Programming Environment and Modules¶
Presenter: Alfio Lazzaro (HPE), replacing Harvey Richardson (HPE)
Archived materials on LUMI:
-
Slides:
/appl/local/training/4day-20231003/files/LUMI-4day-20231003-1_02_Programming_Environment_and_Modules.pdf
-
Recording:
/appl/local/training/4day-20231003/recordings/1_02_Programming_Environment_and_Modules.mp4
These materials can only be distributed to actual users of LUMI (active user account).
Q&A¶
-
Is Open MPI fully supported on CRAY?
-
No, the only really supported MPI implementation is Cray MPICH. Using OpenMPI on LUMI can be quite challeging at the moment.
-
On the CPU side: OpenMPI can work with libfabric but we still have problems to interface OpenMPI properly with the Slurm resource manager which is needed for correctly starting multinode jobs.
-
On the GPU side: AMD support in OpenMPI is based on UCX which is not supported on Slingshot. Since Slingshot is used on the three first USA exascale systems, the OpenMPI team is looking for solutions, but they are not yet there.
-
HPE also has a compatility library to interface OpenMPI programs with Cray MPICH but the version we have on LUMI is still too buggy, and I don't know (I doubt actually) that it supports GPU-aware MPI.
-
But blame the OpenMPI guys for focussing too much on a library which is too much controlled by NVIDIA (UCX). It is not only HPE Cray that has problems with this, but basically every other network vendor. It's one of those examples where focussing too much on a technology that is not really open but overly controlled by the at that moment biggest player in the field, causes problems on other architectures.
-
-
If we have multiple C compilers, how to figure out which one to use?
-
You can use wrappers such as cc, CC, ftn. This will be covered in the next presentation and it makes it easy to switch compilers.
-
And do benchmarking.... It is not possible to say "if your application does this or that, then this compiler is best...."
-
-
Which compilers do you suggest? CRAY ones?
-
I know of one project that has done benchmarking and they came to the conclusion that the Cray compiler was the best for them.
-
But its Fortran compiler is very strict when it comes to standard compliance. I've seen their optimizer do very nice things though...
-
-
The reality is that most users are probably using the GNU compilers because that is what they are used to. It is important to note thought that GPU compilers for NVIDIA, AMD and Intel GPUs are all derived from a Clang/LLVM code base and that most vendor compilers are also derived from that code base. In, e.g., embedded systems, Clang/LLVM based compilers are already the gold standard. Scientific computing will have to move into that direction also because that is where support for new CPUs and GPUs will appear first.
-
Is there possibility to generate module tree which can show any loadable modules in hierarchy?

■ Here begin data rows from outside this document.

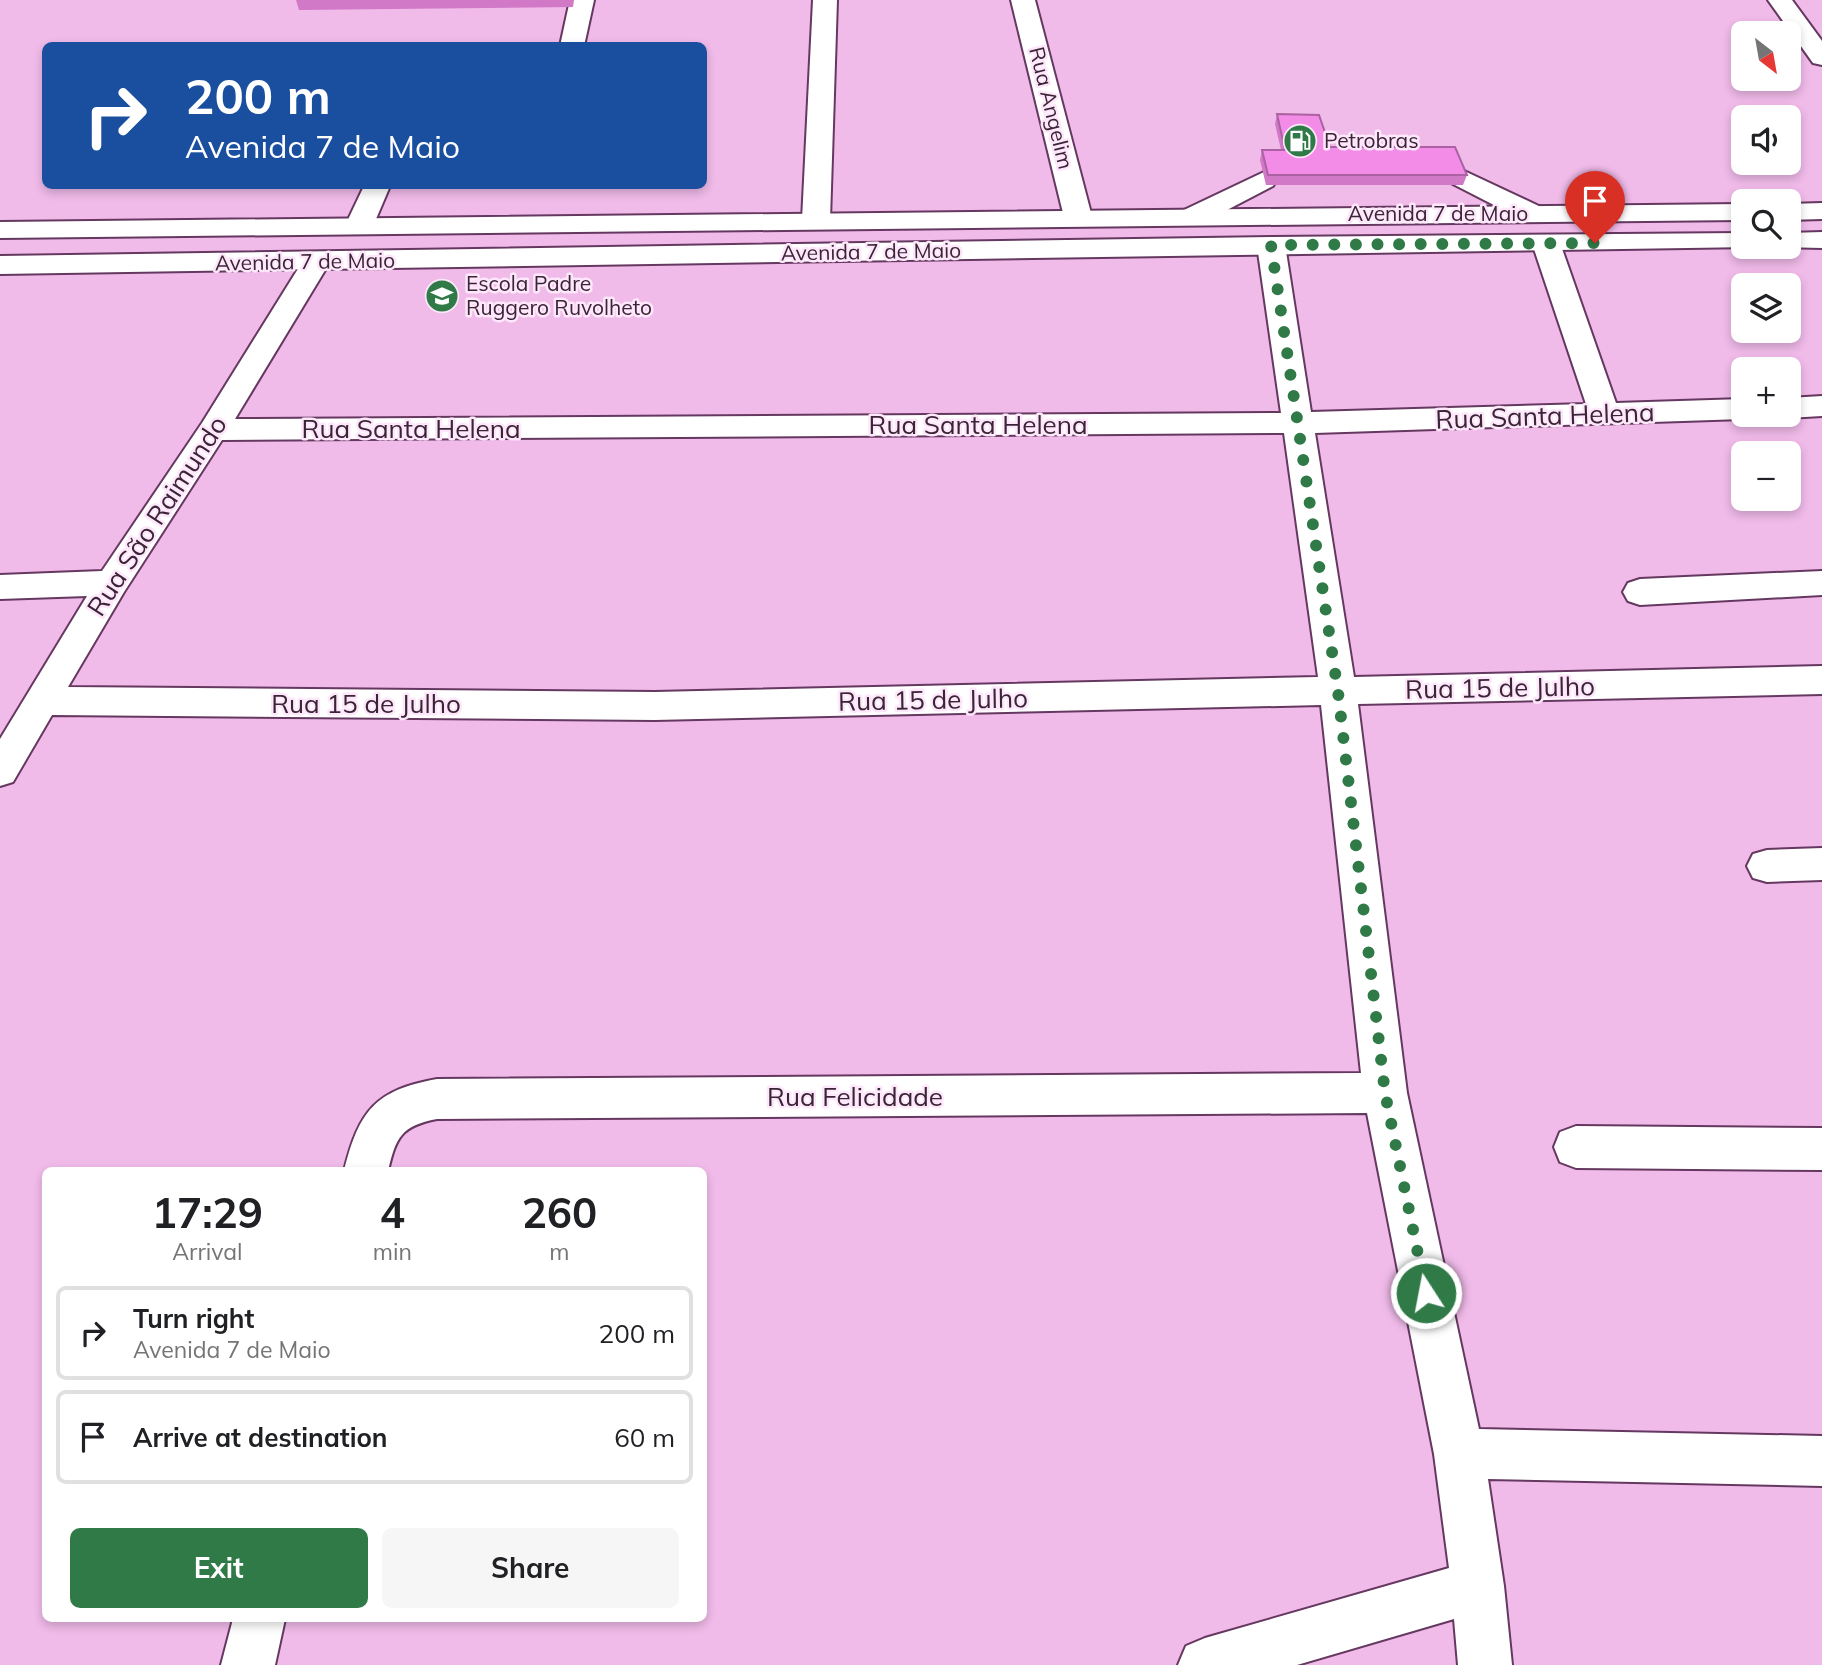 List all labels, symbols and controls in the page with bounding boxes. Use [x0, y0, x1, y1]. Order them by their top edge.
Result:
north arrow [1731, 21, 1801, 91]
map controls [1731, 21, 1801, 511]
street label: Rua Angelim [1024, 44, 1080, 172]
text: 200 m [185, 65, 331, 126]
icon: right [70, 70, 161, 161]
button: sound [1731, 105, 1801, 175]
fuel station icon: Petrobras [1281, 122, 1319, 160]
text: Avenida 7 de Maio [185, 126, 460, 166]
place label: Petrobras [1324, 127, 1419, 153]
pin [1565, 171, 1625, 243]
icon: arrive [1576, 182, 1614, 220]
button: search [1731, 189, 1801, 259]
street label: Avenida 7 de Maio [1348, 200, 1528, 226]
street label: Avenida 7 de Maio [781, 236, 961, 266]
street label: Avenida 7 de Maio [215, 246, 395, 276]
place label: Escola Padre Ruggero Ruvolheto [466, 270, 652, 320]
button: layers [1731, 273, 1801, 343]
school or university icon: Escola Padre Ruggero Ruvolheto [423, 277, 461, 315]
button: + [1731, 357, 1801, 427]
street label: Rua Santa Helena [1435, 395, 1655, 436]
street label: Rua Santa Helena [868, 408, 1088, 441]
street label: Rua São Raimundo [80, 409, 234, 622]
street label: Rua Santa Helena [301, 412, 521, 445]
button: − [1731, 441, 1801, 511]
street label: Rua 15 de Julho [1405, 669, 1595, 706]
street label: Rua 15 de Julho [838, 681, 1028, 718]
street label: Rua 15 de Julho [271, 687, 461, 720]
street label: Rua Felicidade [767, 1080, 943, 1113]
text: 17:29 [152, 1186, 263, 1239]
text: 4 [380, 1186, 405, 1239]
text: 260 [522, 1186, 597, 1239]
text: Arrival [172, 1237, 243, 1266]
text: min [373, 1237, 412, 1266]
text: m [549, 1237, 570, 1266]
position arrow [1389, 1256, 1463, 1330]
text: Turn right [133, 1302, 254, 1335]
icon: right [74, 1314, 112, 1352]
text: 200 m [599, 1317, 675, 1350]
text: Avenida 7 de Maio [133, 1335, 331, 1364]
icon: arrive [74, 1418, 112, 1456]
text: Arrive at destination [133, 1421, 388, 1454]
text: 60 m [614, 1421, 675, 1454]
button: Exit [70, 1528, 368, 1608]
button: Share [382, 1528, 679, 1608]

- No, and part of the problem is that on a Cray system it is not a tree. Cray abuses LMOD hierarchies and does it in a non-intended way so sometimes you need to load 2 modules to make another one available, and they have done it so that you can load those two in any order. E.g., to see the MPI modules you need to load a compiler and a network target module (
craype-network-ofi
).
- No, and part of the problem is that on a Cray system it is not a tree. Cray abuses LMOD hierarchies and does it in a non-intended way so sometimes you need to load 2 modules to make another one available, and they have done it so that you can load those two in any order. E.g., to see the MPI modules you need to load a compiler and a network target module (
-
What was the difference between Rome, Trento, etc?
-
Rome is the zen2 architecture. It has its core organised in groups of 4 sharing the L3 cache.
-
Milan is the zen3 architecture. It is a complete core update with some new instructions though most if not all of those are for kernel and library use and will not be generated by a compiler. It has its cores organised in groups of 8 sharing L3 cache.
-
Trento is a zen3 variant with different I/O. It has 128 InfinityFabric links to the outside world rather than 64 InfinityFabric + 64 PCIe-only links. These are used to connect to the GCDs (16 links per GCD). InfinityFabric is the interconnect used to link two CPU sockets but also used in the socket to link the dies that make a single CPU. It offers a level of cache coherence that cannot be offered by PCIe. And now also used to link the GCDs to each other. Though as those connections are too slow for the fast GPUs there is no full cache coherency on the GPU nodes. For compilers, there is no difference as the compute dies are the same.
-
-
Which is the most generic compiler-and-tools module -
PrgEnv-*
? Is loading this module provide me a full set: compiler + MPI + BLAS/LAPACK/ScaLAPACK libraries?- Yes. The basically do a module load of various other modules: Compiler wrappers, compiler, MPICH and LibSci.
-
What was the difference between programming environments (PrgEnv) and compiler modules?
-
PrgEnv modules load multiple modules: compiler wrappers, a compiler module, a cray-mpich module that fits with the compiler, and a LibSci library that is compatible with the compiler.
-
The compiler modules only load the actual compiler.
-